Butter is an essential component of Krishna’s imagery but in Tanjore paintings butter with Krishna comprises a different class of his image widely known as ‘Navaneet’ Krishna; however, in Tanjore paintings he is not portrayed as stealing butter from the pots of cowherd maidens of Vrij but instead the princely Krishna is offered it in gems’ studded golden pots. This plumpish looking golden hued Navaneet Krishna, though without a costume covering his private parts, is always bejewelled and modelled like a prince with every kind of splendour around, and with none other than his two mothers, Devaki and Yashoda, attending upon him. When grown up, now a prince in absolute authority, he is attended upon by his consorts. ‘Krishna with Ashta-bharyas’ – Krishna with his eight consorts, is another popular theme of Tanjore and Mysore paintings. Hence, the two richly bejewelled female figures in the painting, though their exact identity has not been specified, could be none other than his most favourite consorts Satyabhama and Rukmani.
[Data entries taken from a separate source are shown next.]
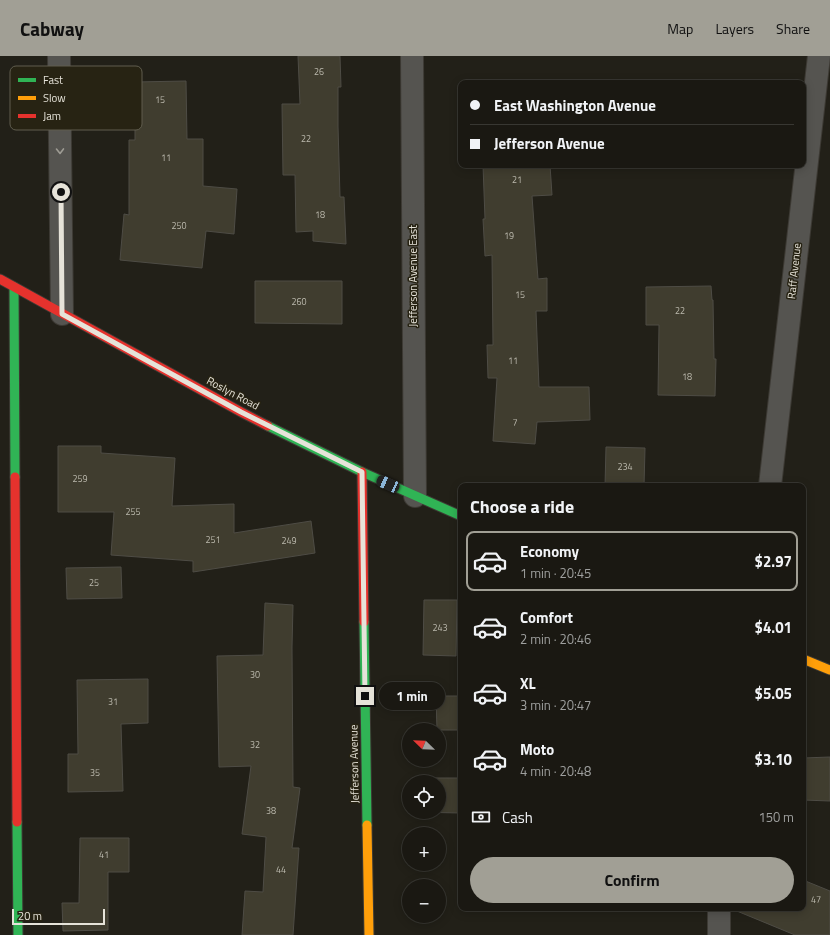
<!DOCTYPE html>
<meta charset="utf-8">
<style>
:root{--surface:#1a1812;--page:#272520;--text:#f1f3f6;--muted:#9fa09f;--line:#383732;--accent:#a19f95}
body{margin:0;font-family:"Titillium Web",sans-serif;background:var(--page);color:var(--text);height:100vh;display:flex;flex-direction:column;font-size:15px;white-space:nowrap}
*{box-sizing:border-box;margin:0}
p{font-size:13px;color:var(--muted)}
.icon{flex:none;width:22px;height:22px;fill:none;stroke:currentColor;stroke-width:2;stroke-linecap:round;stroke-linejoin:round}
.map{position:relative;flex:1;overflow:hidden}
.drawer{position:absolute;left:458px;top:427px;width:348px;height:428px;display:flex;flex-direction:column;background:var(--surface);border-radius:8px;box-shadow:0 2px 10px #0003,0 0 0 1px var(--line)}
.drawer>*{flex:none}
.top-card{position:absolute;left:458px;top:24px;width:348px;height:88px;border-radius:8px;box-shadow:0 2px 10px #0003,0 0 0 1px var(--line);display:grid;align-content:center;height:88px;padding:0 12px;background:var(--surface)}
.needle{width:26px;rotate:293deg}
.fabs{position:absolute;left:402px;top:667px;display:grid;gap:8px}
.fabs a{display:grid;place-items:center;width:44px;height:44px;border-radius:50%;background:var(--surface);box-shadow:0 2px 10px #0003,0 0 0 1px var(--line);font-size:20px}
.scale{position:absolute;left:12px;bottom:10px;width:93px;box-sizing:border-box;padding-left:4px;border:2px solid #e6e3d9;border-top:0;font-size:11px;line-height:14px;white-space:nowrap;color:#e6e3d9;-webkit-text-stroke:3px #272313;paint-order:stroke}
.end{position:absolute;width:18px;height:18px;margin:-9px;border:5px solid #e6e3d9;background:#111;box-shadow:0 0 0 2px #111}
.from{border-radius:50%}
.bubble{position:absolute;height:28px;border-radius:14px;background:var(--surface);box-shadow:0 2px 10px #0003,0 0 0 1px var(--line);font-size:13px;font-weight:700;line-height:28px;text-align:center}
.car{position:absolute;width:12px;height:24px;margin:-12px -6px;border-radius:5px;box-shadow:0 0 3px 1px #0007;background:linear-gradient(#222 24%,#8ab4d8 0 40%,#222 0 76%,#8ab4d8 0 86%,#222 0)}
.top-card b{display:flex;align-items:center;gap:14px;height:38px;font-size:15px}
.top-card b+b{border-top:1px solid var(--line)}
.top-card i{width:10px;height:10px;background:var(--text)}
ul{padding:0;list-style:none}
li{display:flex;align-items:center;gap:12px;height:60px;margin:0 8px 6px;padding:0 4px;border:2px solid transparent;border-radius:8px}
li div{flex:1}
li b{display:block;font-size:15px}
li em{font-style:normal;font-weight:700}
li.selected{border-color:var(--accent)}
li>.icon{width:36px;height:36px;stroke-width:1.5}
h2{padding:0 12px;font-size:18px;line-height:48px}
.pay{display:flex;align-items:center;gap:10px;height:44px;padding:0 12px;font-size:15px}
.pay p{margin-inline-start:auto}
.button{display:flex;gap:8px;margin-top:auto;padding:8px 12px}
.button a{flex:1;height:46px;border-radius:24px;background:var(--accent);color:#111;font-size:16px;font-weight:700;line-height:46px;text-align:center}
header{display:flex;align-items:center;gap:24px;box-sizing:border-box;height:56px;padding:0 20px;background:var(--accent);color:#111}
header strong{font-size:19px}
nav{display:flex;gap:22px;margin-inline-start:auto;font-size:14px}
.map>svg:first-child{display:block}
</style>
<header>
<strong>Cabway</strong>
<nav><a>Map</a><a>Layers</a><a>Share</a></nav>
</header>
<div class="map">
<svg width="830" height="879" viewBox="0 0 830 879">
<rect width="100%" height="100%" fill="#222018"/>
<g fill="#403d2f" stroke="#4e4c45">
<polygon points="298,0 340,0 341,31 338,31 338,70 340,141 344,141 346,188 313,185 313,175 296,176 295,119 283,119 282,48 300,48"/>
<polygon points="186,25 187,83 203,83 203,130 237,133 234,178 206,175 202,212 120,204 124,158 129,159 129,84 135,84 135,26"/>
<polygon points="483,109 550,109 552,139 532,140 538,223 547,222 547,255 536,255 539,331 589,331 590,364 537,366 535,388 493,385 497,322 488,322 487,289 493,289 492,199 485,200 483,163 485,163"/>
<polygon points="255,225 342,225 342,268 255,267"/>
<polygon points="711,230 712,244 713,244 714,303 716,303 715,340 658,339 659,269 646,269 646,231"/>
<polygon points="58,390 101,390 101,397 175,402 172,450 234,448 234,477 311,465 315,497 193,516 193,505 111,499 114,456 58,456"/>
<polygon points="606,391 645,392 644,430 605,430"/>
<polygon points="121,511 122,542 67,543 66,512"/>
<polygon points="424,544 457,544 456,600 423,599"/>
<polygon points="265,547 293,549 292,591 293,731 300,732 292,792 299,792 293,879 242,879 245,835 263,836 266,781 242,778 251,710 219,711 217,600 263,599"/>
<polygon points="148,623 148,667 121,668 123,735 68,736 68,698 78,698 77,624"/>
<polygon points="436,640 461,640 461,674 437,674"/>
<polygon points="830,701 830,745 803,744 803,702"/>
<polygon points="412,722 461,722 461,757 412,756 439,756 439,726 412,726"/>
<polygon points="80,782 129,782 129,816 108,816 108,874 63,875 62,847 79,847"/>
<polygon points="803,824 830,835 830,879 795,879 732,853 732,852 803,852"/>
</g>
<g fill="none" stroke-linecap="round" stroke-linejoin="round">
<g stroke="#3d3a34" stroke-width="24">
<g id="street">
<polyline points="59,0 62,258"/>
<polyline points="412,0 415,440"/>
<polyline points="770,430 819,0"/>
<polyline points="719,852 719,879"/>
</g>
</g>
<g stroke="#3d3a34" stroke-width="11">
<g id="fast">
<polyline points="14,231 15,421"/>
<polyline points="268,370 362,416 461,460"/>
<polyline points="364,566 367,769"/>
<polyline points="17,766 18,879"/>
</g>
</g>
<g stroke="#3d3a34" stroke-width="11">
<g id="slow">
<polyline points="803,603 830,614"/>
<polyline points="367,769 369,879"/>
</g>
</g>
<g stroke="#3d3a34" stroke-width="11">
<g id="jam">
<polyline points="0,223 241,356 268,370"/>
<polyline points="362,416 364,566"/>
<polyline points="15,421 17,766"/>
</g>
</g>
<use href="#street" stroke="#555450" stroke-width="22"/>
<use href="#fast" stroke="#30b455" stroke-width="9"/>
<use href="#slow" stroke="#ff9f0a" stroke-width="9"/>
<use href="#jam" stroke="#e5322d" stroke-width="9"/>
</g>
<defs><path id="oneway-chevron" d="M-2-3.5L2.5 0L-2 3.5" fill="none" stroke-width="1.6" stroke-linecap="round" stroke-linejoin="round"/></defs>
<use stroke="#9e9c94" href="#oneway-chevron" transform="translate(60 95) rotate(89)"/>
<g fill="none" stroke-linecap="round" stroke-linejoin="round">
<polyline stroke="#e6e3d9" stroke-width="5" points="61,136 62,258 241,356 362,416 365,640"/>
</g>
<g text-anchor="middle" stroke-width="3" stroke-linejoin="round" paint-order="stroke">
<g font-size="9" fill="#bcbaae">
<text x="319" y="19">26</text>
<text x="160" y="47">15</text>
<text x="306" y="86">22</text>
<text x="166" y="105">11</text>
<text x="517" y="127">21</text>
<text x="320" y="162">18</text>
<text x="179" y="173">250</text>
<text x="509" y="183">19</text>
<text x="520" y="242">15</text>
<text x="299" y="249">260</text>
<text x="680" y="258">22</text>
<text x="513" y="308">11</text>
<text x="687" y="324">18</text>
<text x="515" y="370">7</text>
<text x="625" y="414">234</text>
<text x="80" y="426">259</text>
<text x="133" y="459">255</text>
<text x="213" y="487">251</text>
<text x="289" y="488">249</text>
<text x="94" y="530">25</text>
<text x="440" y="575">243</text>
<text x="255" y="622">30</text>
<text x="113" y="649">31</text>
<text x="255" y="692">32</text>
<text x="95" y="720">35</text>
<text x="271" y="758">38</text>
<text x="104" y="802">41</text>
<text x="281" y="817">44</text>
<text x="816" y="847">47</text>
</g>
<g font-size="11" fill="#e6e3d9" stroke="#272313">
<text transform="translate(794 215) rotate(-84)" y="4">Raff Avenue</text>
<text transform="translate(413 220) rotate(-90)" y="4">Jefferson Avenue East</text>
<text transform="translate(233 337) rotate(28)" y="4">Roslyn Road</text>
<text transform="translate(354 708) rotate(-91)" y="4">Jefferson Avenue</text>
</g>
</g>
<rect x="10" y="10" width="132" height="64" rx="6" fill="#272313" stroke="#605d4e" stroke-width="1"/>
<rect x="18" y="22" width="18" height="4" fill="#30b455"/>
<rect x="18" y="40" width="18" height="4" fill="#ff9f0a"/>
<rect x="18" y="58" width="18" height="4" fill="#e5322d"/>
<g font-size="11" fill="#e6e3d9">
<text x="43" y="28">Fast</text>
<text x="43" y="46">Slow</text>
<text x="43" y="64">Jam</text>
</g>
</svg>
<div class="fabs">
<a><svg class="needle" viewBox="-14 -14 28 28"><path d="M0-13l5 13h-10z" fill="#e53935"/><path d="M0 13l5-13h-10z" fill="#9fa09f"/></svg></a>
<a><svg class="icon" aria-label="locate" viewBox="0 0 24 24"><circle cx="12" cy="12" r="6"/><path d="M12 2v4M12 18v4M2 12h4M18 12h4"/></svg></a>
<a>+</a>
<a>−</a>
</div>
<div class="scale">20 m</div>
<i class="end from" style="left:61px;top:136px"></i>
<i class="end" style="left:365px;top:640px"></i>
<div class="bubble" style="left:379px;top:626px;width:66px">1 min</div>
<i class="car" style="left:388px;top:428px;rotate:294deg"></i>
<div class="top-card">
<b><i class="from"></i>East Washington Avenue</b>
<b><i></i>Jefferson Avenue</b>
</div>
<section class="drawer">
<h2>Choose a ride</h2>
<ul>
<li class="selected"><svg class="icon" aria-label="car" viewBox="0 0 24 24"><path d="M5 17H2v-5l4-1 3-4h7l3 4 3 1v5h-3M9 17h6M6 11h13"/><circle cx="7" cy="17" r="2"/><circle cx="17" cy="17" r="2"/></svg><div><b>Economy</b><p>1 min · 20:45</p></div><em>$2.97</em></li>
<li><svg class="icon" aria-label="car" viewBox="0 0 24 24"><path d="M5 17H2v-5l4-1 3-4h7l3 4 3 1v5h-3M9 17h6M6 11h13"/><circle cx="7" cy="17" r="2"/><circle cx="17" cy="17" r="2"/></svg><div><b>Comfort</b><p>2 min · 20:46</p></div><em>$4.01</em></li>
<li><svg class="icon" aria-label="car" viewBox="0 0 24 24"><path d="M5 17H2v-5l4-1 3-4h7l3 4 3 1v5h-3M9 17h6M6 11h13"/><circle cx="7" cy="17" r="2"/><circle cx="17" cy="17" r="2"/></svg><div><b>XL</b><p>3 min · 20:47</p></div><em>$5.05</em></li>
<li><svg class="icon" aria-label="car" viewBox="0 0 24 24"><path d="M5 17H2v-5l4-1 3-4h7l3 4 3 1v5h-3M9 17h6M6 11h13"/><circle cx="7" cy="17" r="2"/><circle cx="17" cy="17" r="2"/></svg><div><b>Moto</b><p>4 min · 20:48</p></div><em>$3.10</em></li>
</ul>
<div class="pay"><svg class="icon" aria-label="cash" viewBox="0 0 24 24"><path d="M3 7h18v10H3z"/><circle cx="12" cy="12" r="2"/></svg>Cash<p>150 m</p></div>
<div class="button"><a>Confirm</a></div>
</section>
</div>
Incidentally, the ornaments on the heads of the two damsels are the same as those of his consorts in ‘Ashta-bharyas’ paintings.
This painting represents the grown up Krishna seated in a circular basket-type throne. The painting is a characteristic piece in Tanjore style though not uninfluenced by Mysore painting tradition at least in conceiving and designing such aspects as the floral central band of the Krishna’s sash laid around his neck, or the saris of the two consorts. The throne, raised over four legs modelled like human feet, consists of two parts, a blue velvet cushion and the throne’s frame made of gold and inlaid with rubies, emeralds, diamonds, sapphires ... It has been installed in a gold pavilion with three openings, the central one being larger and consisting of shallow arches. It is this central opening that houses Krishna’s seat. With his right leg suspending downwards, and left, laid horizontally over the right, a sitting position classified in Indian art aesthetics as ‘lalitasana’, a posture endowed with rare beauty, Lord Krishna is seated in absolute ease and fully relaxed. This ease further reflects in the gesture of his left arm lying effortless over his left knee. As spontaneously he has lifted his right hand carrying a piece of sweet half-way to his mouth. The figure of Lord Krishna is stretched in his coach against a huge bolster with rare majesty and grace.
All through the Tanjore art tradition, whether portraying him as child or grown up as in this painting, Krishna’s childhood image : the same plumpish anatomy, well fed cheeks, voluminous neck condensed between his face and torso, flabby figure, padded feet, inflated belly … gold-like lustrous and innocent, is the essential and ultimate image of Krishna. As against well-blown cheeks his flattish nose looks smaller than it actually is, and the eyes, more deeply socketed though quite fascinating and ensnaring. Besides the sash laid over his shoulders he is putting on yellow antariya with golden border and a green sash around the waist with broad gold stripes. His strangely designed peacock crown apart he is putting on resplendent jewellery on his neck, breast, arms, feet, ears and other parts of his figure. Neither too tall nor too short, the figures of Satyabhama and Rukmani are as much brilliantly adorned and costumed. Their head-ornaments consisting of four gold discs inlaid with precious stones – two smaller ones over the forehead, and two larger ones, behind, are the most characteristic articles of jewellery that the Tanjore artists have used for adorning the figures of Krishna’s consorts in various paintings portraying Krishna with his consorts.